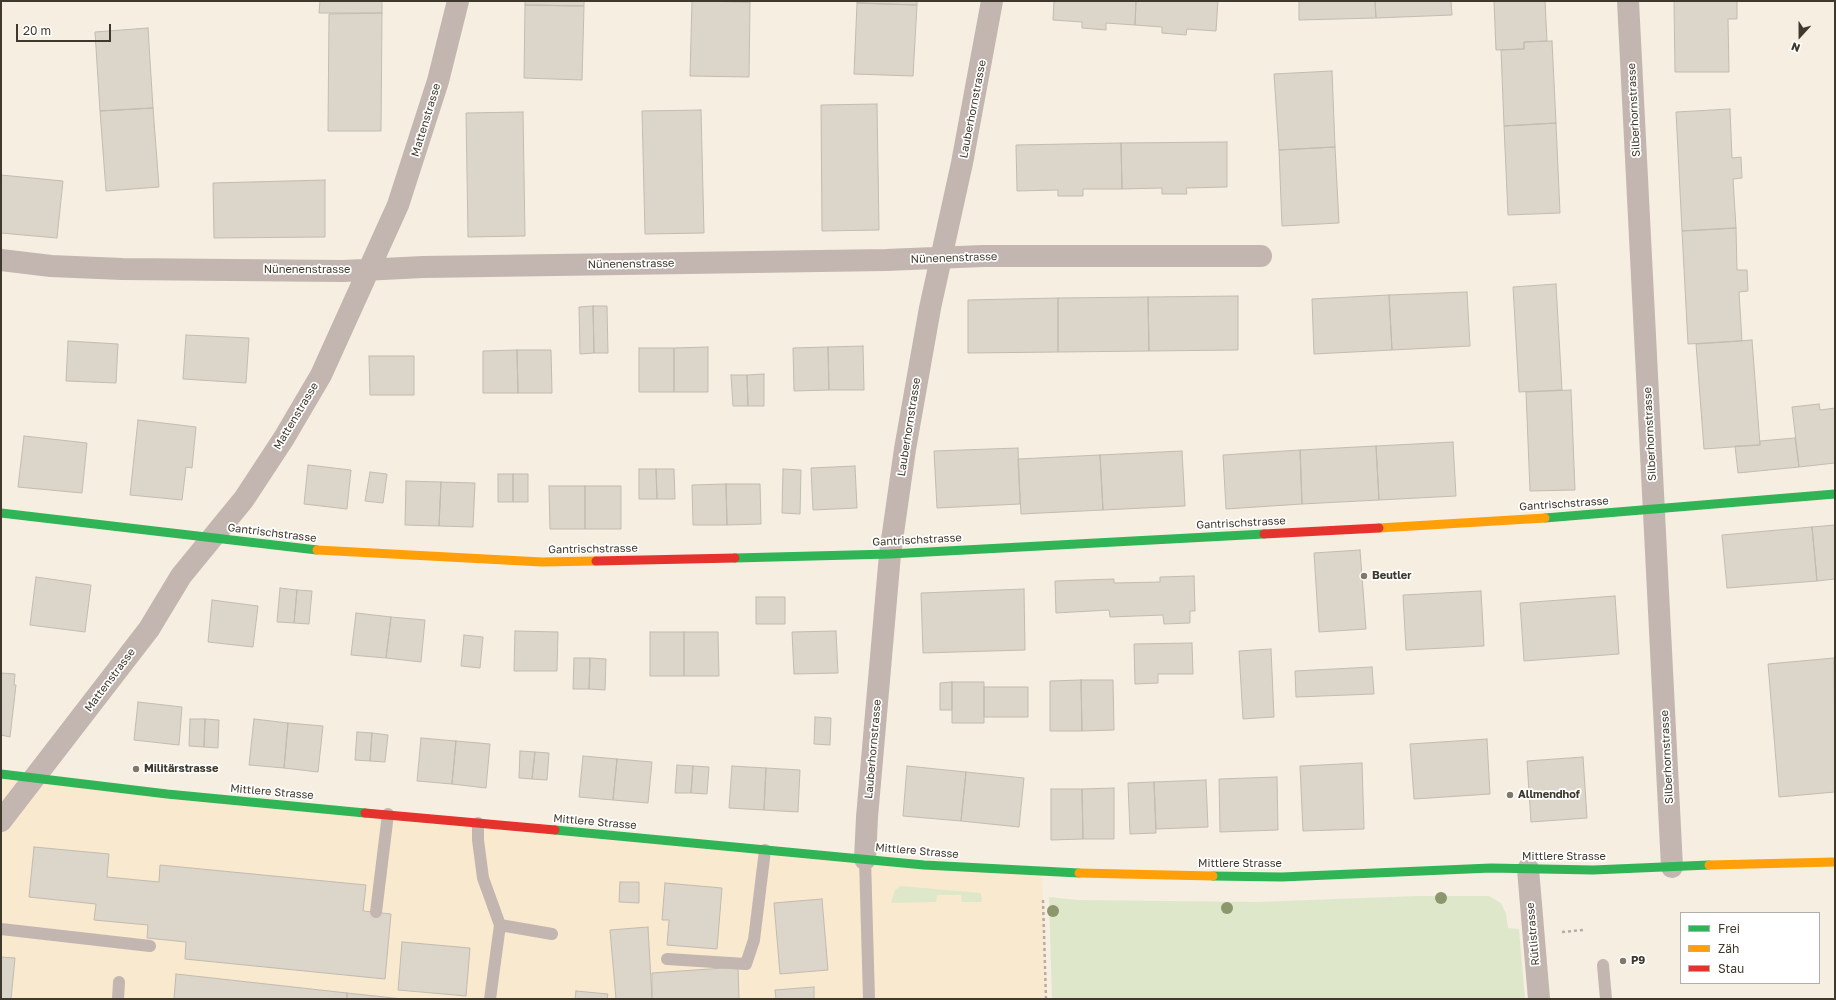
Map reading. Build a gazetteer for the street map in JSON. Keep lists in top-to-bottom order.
{
  "streets": {
    "street": [
      "Lauberhornstrasse",
      "Silberhornstrasse",
      "Mattenstrasse",
      "Nünenenstrasse",
      "Gantrischstrasse",
      "Mittlere Strasse",
      "Rütlistrasse"
    ]
  },
  "crossings": [
    ["Lauberhornstrasse", "Nünenenstrasse"],
    ["Lauberhornstrasse", "Gantrischstrasse"],
    ["Lauberhornstrasse", "Mittlere Strasse"],
    ["Silberhornstrasse", "Gantrischstrasse"],
    ["Silberhornstrasse", "Mittlere Strasse"],
    ["Mattenstrasse", "Nünenenstrasse"],
    ["Mattenstrasse", "Gantrischstrasse"],
    ["Mattenstrasse", "Mittlere Strasse"],
    ["Mittlere Strasse", "Rütlistrasse"]
  ],
  "places": [
    "Beutler",
    "Militärstrasse",
    "Allmendhof",
    "P9"
  ],
  "legend": ["Frei", "Zäh", "Stau"],
  "scale_bar": "20 m",
  "north": "bottom"
}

◆ Work to be completed
Identify all lines in the records above with the word "Gantrischstrasse".

◆ Task response
      "Gantrischstrasse",
    ["Lauberhornstrasse", "Gantrischstrasse"],
    ["Silberhornstrasse", "Gantrischstrasse"],
    ["Mattenstrasse", "Gantrischstrasse"],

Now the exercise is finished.